┌────────

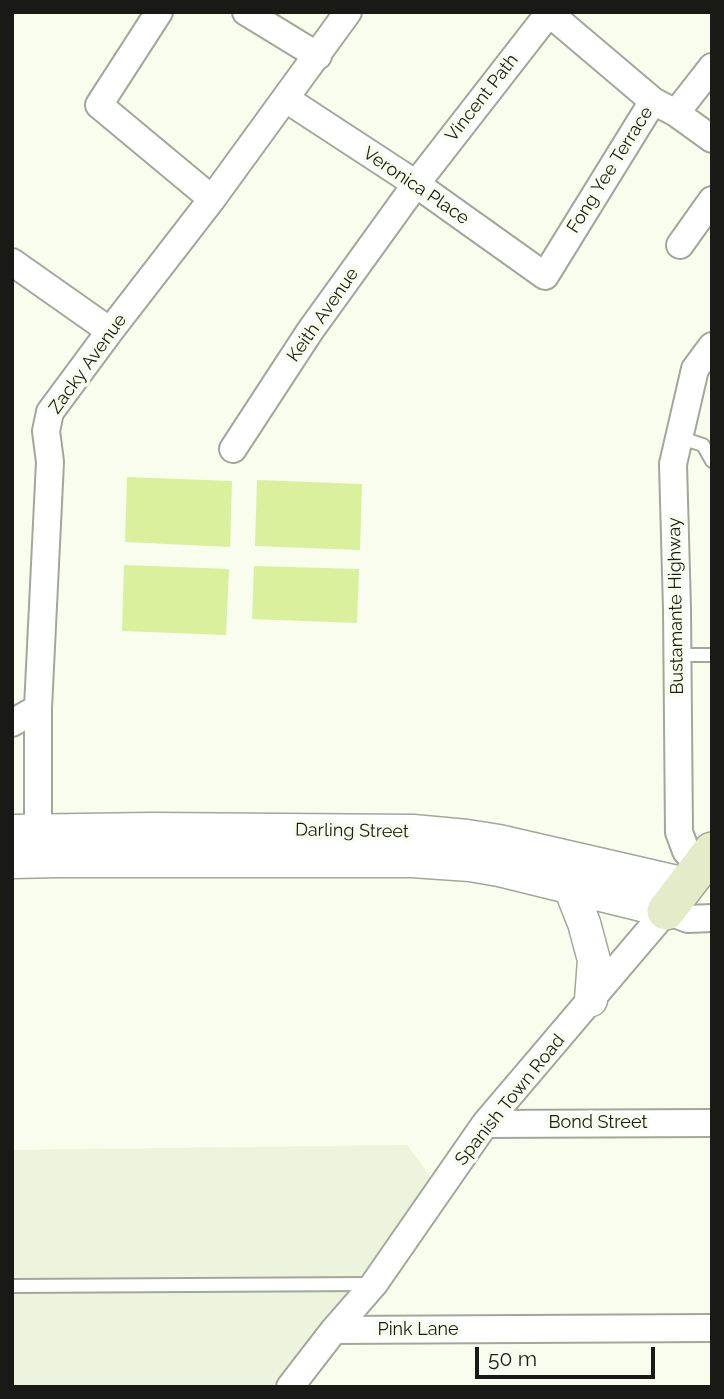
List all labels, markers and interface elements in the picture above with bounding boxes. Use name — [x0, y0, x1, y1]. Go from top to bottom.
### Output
street label: Vincent Path — [441, 50, 523, 146]
street label: Fong Yee Terrace — [562, 103, 658, 237]
street label: Veronica Place — [359, 143, 473, 229]
street label: Keith Avenue — [283, 264, 363, 366]
street label: Zacky Avenue — [45, 310, 131, 418]
street label: Bustamante Highway — [664, 517, 688, 695]
street label: Darling Street — [295, 819, 409, 843]
street label: Spanish Town Road — [451, 1030, 569, 1170]
street label: Bond Street — [549, 1112, 647, 1134]
street label: Pink Lane — [377, 1319, 459, 1341]
scale bar — [479, 1332, 659, 1376]
text: 50 m — [488, 1346, 537, 1371]

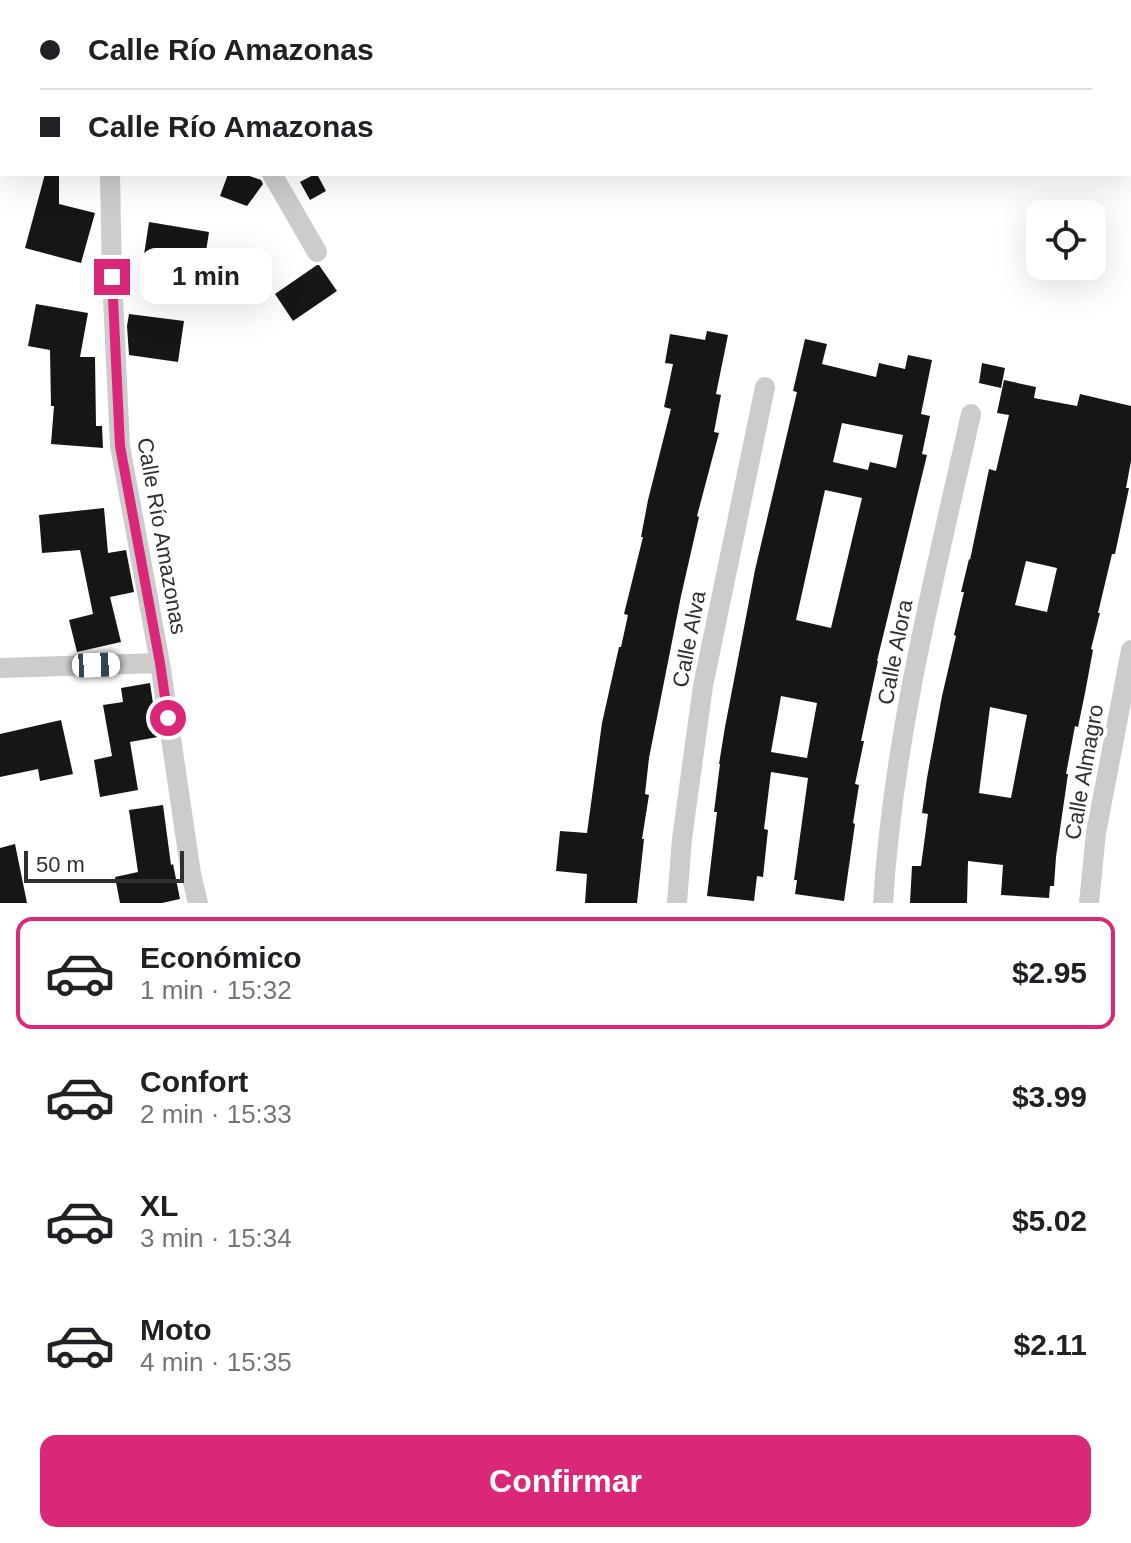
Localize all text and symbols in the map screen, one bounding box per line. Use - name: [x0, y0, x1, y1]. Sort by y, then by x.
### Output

└────────

_THE TASK_
The answer must be the lines from the one containing "Localize all text" to the final line of the data above, copied exactly, both included, with nothing added.

_OUTPUT FOR THIS TASK_
Localize all text and symbols in the map screen, one bounding box per line. Use - name: [x0, y0, x1, y1]. Sort by y, then by x.
### Output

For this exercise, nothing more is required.